Title: High-dimensional machine learning techniques for integrative analysis of heterogeneous molecular data
Advisor: Su-In Lee
Supervisory Committee: Su-In Lee (Chair), Meliha Yetisgen (GSR, Biomedical Informatics), Paul Crane (Public Health), Raymond David Hawkins (Genome Sciences), and Ali Shojaie (Biostatistics, Public Health)
Abstract: Mining robust and relevant information from molecular data is essential to identify the mechanisms of complex biological phenotypes including disease mechanisms. However, there are three main challenges with the application of a standard machine learning approach to an individual molecular dataset. First, most molecular data is within the p >> n regime (i.e. the number of variables is much greater than the number of samples); for instance, there are about 20,000 genes in a human cell while at most a few hundreds of patient samples are available in individual gene expression datasets. This implies that models allowing for arbitrarily rich dependencies among variables (such as those used in deep learning methods) are highly likely to overfit the data. Second, there will be either technical or experimental confounders in any one study that make the features learned from an individual dataset not necessarily generalizable to other datasets. Finally, and most importantly, any biological or disease mechanism originates from the collaboration of several different types of genetic and epigenetic elements, and focusing on any single type of those elements will provide a poor understanding of the underlying complex biology.
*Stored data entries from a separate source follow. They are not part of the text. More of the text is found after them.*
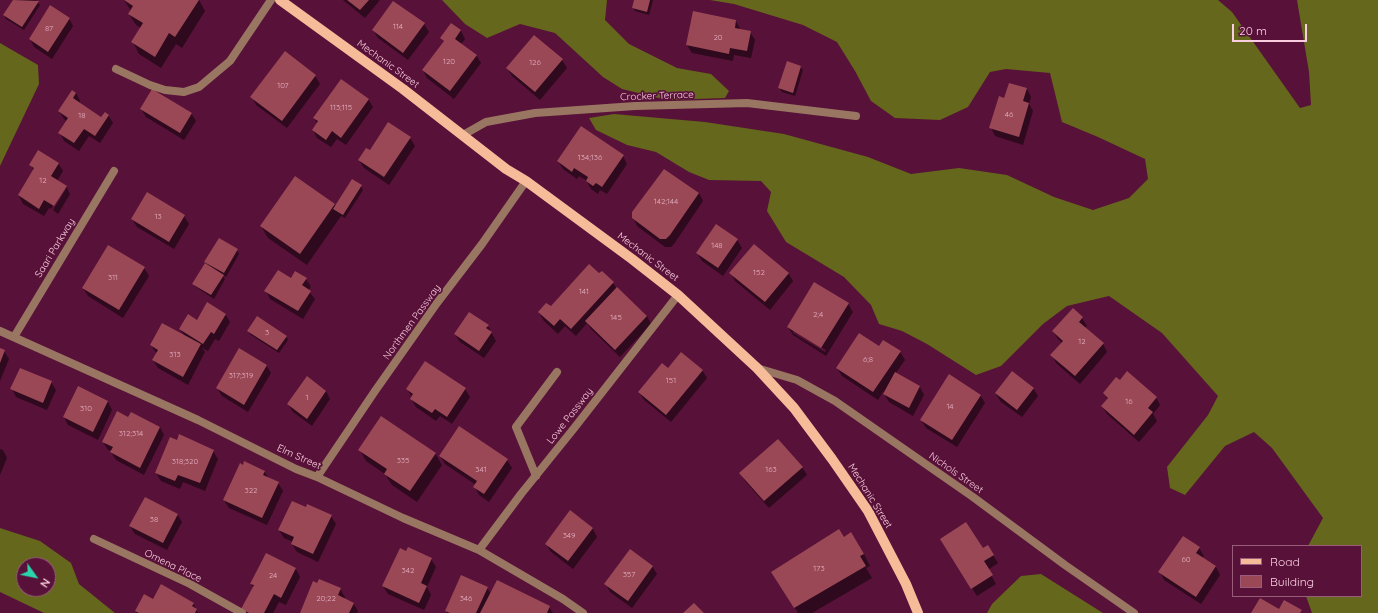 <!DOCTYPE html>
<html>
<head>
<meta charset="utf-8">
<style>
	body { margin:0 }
	#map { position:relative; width:1378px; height:613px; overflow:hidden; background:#581138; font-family:Quicksand,sans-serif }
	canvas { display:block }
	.legend { position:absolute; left:1232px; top:545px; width:130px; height:52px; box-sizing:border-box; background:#581138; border:1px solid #995d7b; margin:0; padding:5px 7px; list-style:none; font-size:12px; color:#facee0 }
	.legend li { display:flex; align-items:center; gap:8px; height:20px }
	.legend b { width:20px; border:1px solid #995d7b }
	.north { position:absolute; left:16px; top:557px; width:40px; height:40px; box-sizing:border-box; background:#581138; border:1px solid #995d7b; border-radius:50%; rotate:123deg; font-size:11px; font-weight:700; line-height:16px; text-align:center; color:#facee0 }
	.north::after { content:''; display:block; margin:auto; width:14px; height:18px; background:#2bd5ac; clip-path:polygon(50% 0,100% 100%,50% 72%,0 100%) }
	.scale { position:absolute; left:1232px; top:24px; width:75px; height:18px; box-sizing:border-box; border:2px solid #facee0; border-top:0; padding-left:5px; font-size:12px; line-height:14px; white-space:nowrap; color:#facee0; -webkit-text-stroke:3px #581138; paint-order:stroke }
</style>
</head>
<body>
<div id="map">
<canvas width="1378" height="613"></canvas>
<ul class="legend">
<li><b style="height:5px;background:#f6bc9a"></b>Road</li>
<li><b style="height:11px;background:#9a4856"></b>Building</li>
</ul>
<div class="north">N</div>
<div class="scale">20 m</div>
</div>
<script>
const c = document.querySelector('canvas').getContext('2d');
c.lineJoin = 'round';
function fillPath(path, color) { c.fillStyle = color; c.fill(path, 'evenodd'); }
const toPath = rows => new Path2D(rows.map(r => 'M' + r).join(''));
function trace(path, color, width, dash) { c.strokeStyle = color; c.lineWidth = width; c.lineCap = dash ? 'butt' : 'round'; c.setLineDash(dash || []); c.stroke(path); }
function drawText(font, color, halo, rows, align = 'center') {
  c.font = font + ' Quicksand,sans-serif'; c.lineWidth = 3.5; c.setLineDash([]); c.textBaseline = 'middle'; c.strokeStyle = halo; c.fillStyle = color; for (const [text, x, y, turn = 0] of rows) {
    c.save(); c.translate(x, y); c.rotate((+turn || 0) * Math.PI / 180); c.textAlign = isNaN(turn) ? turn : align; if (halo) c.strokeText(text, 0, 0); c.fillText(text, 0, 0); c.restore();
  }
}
const forest = toPath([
	[442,0,607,0,605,20,629,44,677,68,711,74,729,91,725,98,667,100,622,89,603,77,555,33,520,24,487,38,465,24],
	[710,0,1218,0,1232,12,1300,108,1311,105,1309,72,1297,0,1378,0,1378,613,1312,613,1306,596,1361,596,1361,546,1308,546,1323,518,1272,448,1254,432,1225,446,1185,495,1170,488,1167,467,1208,415,1218,396,1162,333,1109,296,1067,306,1043,324,1001,366,976,375,927,344,902,331,879,324,871,305,844,277,786,242,767,211,771,192,761,181,709,180,689,172,656,152,627,145,596,130,589,118,614,114,705,122,784,134,868,157,911,174,959,168,1007,175,1054,197,1093,210,1129,198,1148,179,1145,159,1098,137,1062,122,1050,73,1006,69,990,72,968,107,940,120,895,118,871,101,855,71,837,42,803,25,734,4],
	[0,43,38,65,39,84,0,166],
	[0,528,40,541,71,563,79,584,115,613,44,613,0,592],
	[24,565,48,565,48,589,24,589],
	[1041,574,1103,613,987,613,992,604,1021,576]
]);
const shadow = toPath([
	[14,0,36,0,40,5,24,30,6,19,4,15],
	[124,0,199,0,205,11,182,48,176,44,161,68,139,54,133,42,141,28,136,25,129,14,131,11],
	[343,0,380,0,365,18],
	[635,0,653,0,649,15,635,11,633,8],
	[69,18,73,26,52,59,34,47,30,39],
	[736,21,740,29,740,30,750,32,755,40,751,58,734,55,733,61,692,53,687,45],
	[424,24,429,32,408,60,378,38,373,30],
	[451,24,461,31,465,39,461,44,476,55,481,63,454,99,427,78,423,70,444,42,441,38],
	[285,53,315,76,320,84,287,128,256,105,252,97],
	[562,60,567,68,540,100,512,76,507,68],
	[800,67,803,70,795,96,782,92,779,88],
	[1027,89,1031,97,1029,104,1033,111,1023,145,995,136,991,128,1004,99],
	[76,93,80,101,80,103,102,118,108,115,113,123,100,143,89,136,79,151,64,141,60,133,67,122,64,119,59,111],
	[368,99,373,107,346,145,337,139,331,147,317,138,313,130,317,123,314,118],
	[141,109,191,113,196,121,184,140,146,117],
	[388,124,410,138,415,146,389,185,364,168,359,160,370,151],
	[623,156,627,164,607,194,600,190,598,194,591,189,586,180,579,176,577,179,563,169,558,161],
	[58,163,63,171,57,181,66,186,70,194,58,214,53,210,66,189,64,189,51,209,49,208,44,216,23,204,19,196,34,171,31,165],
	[361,186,363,190,345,218,341,216,307,265,268,238,261,226,334,204,336,207],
	[699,193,703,201,674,244,671,247,665,247,637,226,633,217],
	[184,216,189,224,174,249,137,227,132,219],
	[219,239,237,250,239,254,226,277,222,275,225,279,214,299,196,287,193,284],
	[737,240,742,248,723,276,702,261,697,253],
	[144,268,149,276,123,318,88,296,83,288],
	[731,273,788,273,793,281,770,310,735,281],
	[599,275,613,283,617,289,647,316,651,324,620,357,591,329,587,323,576,336,565,326,558,334,543,320,539,312,551,308],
	[291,279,306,279,311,287,308,290,315,299,303,319,270,299,266,291],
	[848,304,853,312,826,356,793,335,788,327],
	[793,330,826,350,825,352,793,333],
	[1073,309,1082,318,1087,326,1085,328,1103,344,1107,352,1080,384,1056,363,1052,355,1062,343,1058,339,1053,331],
	[225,314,230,322,219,341,215,339,208,351,202,348,205,352,188,385,158,368,153,360,157,354,151,345,184,335,180,329,197,321],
	[488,326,496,341,484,358,460,342,455,334],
	[248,331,286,336,288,340,279,353,251,335],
	[879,347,900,352,905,360,895,374,920,387,924,395,913,416,889,402,883,392,878,400,842,376,837,368],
	[0,349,4,351,9,359,0,381],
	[426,362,465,389,470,397,452,424,440,416,436,421,416,407,411,399,412,397,407,389],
	[266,365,271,373,248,412,222,396,217,388],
	[668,369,702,370,707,378,671,422,644,400,639,392],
	[51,382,56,390,47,410,16,397,12,389],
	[1033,388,1038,396,1022,417,1001,402,996,394],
	[326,391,330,399,312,426,293,412,288,404],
	[1104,393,1156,397,1160,405,1153,414,1157,421,1139,442,1107,414,1102,406,1108,400],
	[980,395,985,403,957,447,926,428,921,420],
	[108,402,112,410,98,440,68,425,64,417],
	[129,418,160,427,164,435,144,475,116,460,111,452,112,451,108,450,103,442],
	[0,449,3,450,7,458,0,475],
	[360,450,435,453,442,465,417,502,392,485,385,474,366,461],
	[213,451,218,459,205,491,183,482,180,489,161,481,156,473],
	[440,456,507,460,512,468,489,502,479,495,475,487,476,485,445,464],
	[802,467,807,475,769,508,745,481,741,473],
	[264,471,269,479,278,483,283,491,267,525,229,508,224,500],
	[306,508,331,516,336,524,318,562,297,552,292,544,293,542,284,538,279,530],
	[571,512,593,529,597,537,573,569,551,552,546,544],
	[177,514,182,522,167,550,135,534,130,526],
	[843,538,864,554,870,566,866,568,872,578,812,613,798,613,779,583],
	[946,547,983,550,988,547,998,563,988,570,996,584,977,596],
	[1199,548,1204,556,1202,558,1216,567,1220,575,1201,604,1164,580,1160,572],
	[267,554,296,569,300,577,286,605,279,602,273,613,245,613,254,588,251,584],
	[431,559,436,567,427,587,431,595,424,610,388,594,383,586],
	[652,566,657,574,632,608,610,592,606,584],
	[487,588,491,594,549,607,553,613,447,613,446,611],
	[340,589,345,597,344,599,353,603,358,611,357,613,301,613],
	[153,600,193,603,198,613,137,613,136,611]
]);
const building = toPath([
	[13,0,39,1,22,27,3,15],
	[124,0,199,0,175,37,169,33,155,57,131,42,143,23,128,14,133,6],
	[347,0,369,0,360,10],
	[634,0,650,0,647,12,632,8],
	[393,1,425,23,403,53,372,30],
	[50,5,70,18,48,52,29,39],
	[693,11,736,20,735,28,751,31,747,51,730,48,729,54,686,45],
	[451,23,461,30,455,39,477,55,450,91,422,70,444,41,440,38],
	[534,35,563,59,535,92,506,68],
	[285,51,316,75,282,121,250,97],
	[787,61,801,66,793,93,778,88],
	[341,79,369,99,341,138,332,131,326,140,312,130,318,121,313,118],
	[1009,83,1027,88,1023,101,1029,103,1019,137,989,128,999,96,1004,98],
	[152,89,192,113,180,133,140,109],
	[72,90,76,93,73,98,101,117,105,112,109,115,95,136,84,129,74,143,58,133,68,118,58,111],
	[388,122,411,137,384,177,358,160,366,148,370,150],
	[581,126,624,155,602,187,596,183,593,186,586,181,588,177,574,168,572,172,557,161],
	[38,150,59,163,51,176,67,186,54,206,44,200,39,209,18,195,34,168,29,165],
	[664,169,699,193,670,235,666,239,660,239,632,218,632,212],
	[295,176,335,204,300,254,260,226],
	[352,179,362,185,343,215,333,209],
	[147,192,185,215,169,242,131,219],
	[716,224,738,239,718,268,696,253],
	[219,238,238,249,224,273,204,262],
	[754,244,789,273,765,302,729,273],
	[108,245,145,267,119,310,82,288],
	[205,263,224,275,211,295,192,284],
	[589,264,599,273,602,271,614,282,571,329,560,319,554,326,538,312,546,303,551,306],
	[278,270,291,278,295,271,307,278,302,285,311,291,298,311,264,291],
	[814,282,849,303,821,348,787,327],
	[617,287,647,316,615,350,585,321],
	[207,302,226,314,214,334,211,332,203,344,179,329,188,314,197,320],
	[1073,308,1083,317,1079,322,1104,343,1075,376,1050,355,1063,341,1052,331],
	[469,312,489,325,486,328,492,332,479,351,454,334],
	[257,316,287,336,277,350,247,331],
	[162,323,201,344,183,377,152,360,158,350,150,345],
	[859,333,879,346,883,340,901,351,873,392,836,368],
	[0,348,5,350,0,363],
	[239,348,267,365,244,405,216,388],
	[681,352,703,370,666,415,638,392,662,363,668,368],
	[425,361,466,388,447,417,435,409,432,413,410,399,413,394,406,389],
	[20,368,52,381,43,403,10,389],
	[1012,371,1034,388,1017,410,995,393],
	[1127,371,1157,397,1148,408,1153,412,1134,435,1101,406,1108,398,1103,393,1116,377,1120,380],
	[895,372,920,386,909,408,883,394],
	[949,374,981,395,952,440,920,420],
	[307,376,326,391,307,419,287,404],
	[78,386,108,401,93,432,63,417],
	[117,411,128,417,131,412,160,427,140,468,110,452,113,447,102,442],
	[381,416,436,453,410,491,384,474,387,469,358,450],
	[459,426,508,459,484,494,473,487,477,481,439,456],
	[179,434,214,450,200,483,178,475,175,481,155,473,170,437,177,440],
	[778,439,803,467,764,501,739,473],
	[244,461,265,471,263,475,279,482,262,518,223,500,240,463,243,465],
	[145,497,178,514,163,543,129,526],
	[292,501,306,507,307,504,332,515,313,554,291,544,294,537,278,530],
	[570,510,593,528,568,561,545,544],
	[966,522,983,548,988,545,994,555,984,561,993,575,971,589,940,539],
	[839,529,844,537,851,532,864,554,860,556,866,566,794,608,771,572],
	[1183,536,1200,547,1196,553,1216,566,1196,597,1158,572],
	[408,547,432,558,421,583,427,586,419,603,382,586,400,548,406,551],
	[630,549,653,566,628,601,604,584],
	[266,553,296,568,281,598,274,594,264,613,249,613,241,609,254,585,250,584],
	[461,575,488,587,476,613,450,613,445,611],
	[319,579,341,588,338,595,354,603,349,613,300,613,313,581,317,583],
	[497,580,550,606,547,613,480,613],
	[161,584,194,603,192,606,197,609,195,613,139,613,135,611,144,594,153,599],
	[1260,598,1279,609,1284,600,1302,610,1300,613,1251,613],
	[694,603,704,613,683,613]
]);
const lane = toPath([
	[116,69,150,85,165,90,184,92,199,87,230,61,271,0],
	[536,476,516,427,557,372]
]);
const street = toPath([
	[463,135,486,122,535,113,635,106,747,103,856,116],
	[0,331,198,420,296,469,317,477,403,518,479,550,563,599,583,613],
	[14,337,114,171],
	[757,368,797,380,835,401,973,497,1065,565,1134,613],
	[317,477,375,391,437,303,482,244,526,181],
	[94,539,190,584,242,613],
	[479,550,521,494,575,427,678,295]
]);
const primary = toPath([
	[280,0,403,89,506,169,526,181,632,259,678,295,757,368,794,408,832,459,868,511,906,584,918,613]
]);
const numberNames = [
	["114",398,27],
	["87",49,29],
	["20",718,38],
	["120",449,62],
	["126",535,63],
	["107",283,86],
	["113;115",341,108],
	["46",1009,115],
	["18",82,116],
	["134;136",590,158],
	["12",43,181],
	["142;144",666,202],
	["13",158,217],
	["148",717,246],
	["152",759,273],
	["311",113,278],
	["141",584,292],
	["2;4",818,315],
	["145",616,318],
	["3",267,333],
	["12",1082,342],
	["313",175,355],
	["6;8",868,360],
	["317;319",241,376],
	["151",671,381],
	["1",307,398],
	["16",1129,402],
	["14",950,407],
	["310",86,409],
	["312;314",131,434],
	["335",403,461],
	["318;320",185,462],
	["341",481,470],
	["163",771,470],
	["322",251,491],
	["38",154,520],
	["349",569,536],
	["60",1186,560],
	["173",819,569],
	["342",408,571],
	["357",629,575],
	["24",273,576],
	["20;22",326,599],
	["346",466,599]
];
const streetNames = [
	["Mechanic Street",388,64,36],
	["Crocker Terrace",657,96,-2],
	["Saari Parkway",55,248,-59],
	["Mechanic Street",648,257,37],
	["Northmen Passway",412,322,-54],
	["Lowe Passway",570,416,-52],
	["Elm Street",299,457,24],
	["Nichols Street",956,473,35],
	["Mechanic Street",870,496,58],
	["Omena Place",173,566,26]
];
fillPath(forest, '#64671c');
fillPath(shadow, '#0007');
fillPath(building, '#9a4856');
trace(lane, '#997661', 8);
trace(street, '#997661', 8);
trace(primary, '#f6bc9a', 10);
drawText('8px', '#e2acbe', null, numberNames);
drawText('10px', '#facee0', '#581138', streetNames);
</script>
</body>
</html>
In this talk, I will introduce novel machine learning techniques to address the aforementioned challenges. I will start with describing two methods we developed, MGL and MERGE, each of them learning different kinds of biologically interpretable features from a single high-dimensional gene expression dataset. Then I will introduce the INSPIRE probabilistic model that enables utilizing all samples from multiple datasets with different sets of measured variables, increasing the statistical power to detect generalizable and robust features. I will show that when used to combine datasets from ovarian cancer, INSPIRE reveals important molecular events underlying the disease. Finally, I will propose a network learning framework that builds on our previous works and enables integrating heterogeneous data of different molecular types from Alzheimer's disease and leukemia patients. We anticipate that the features learned by the proposed method will provide a better understanding of complex disease mechanisms which will lead to new therapeutic targets as well as better diagnosis and personalized treatment of patients.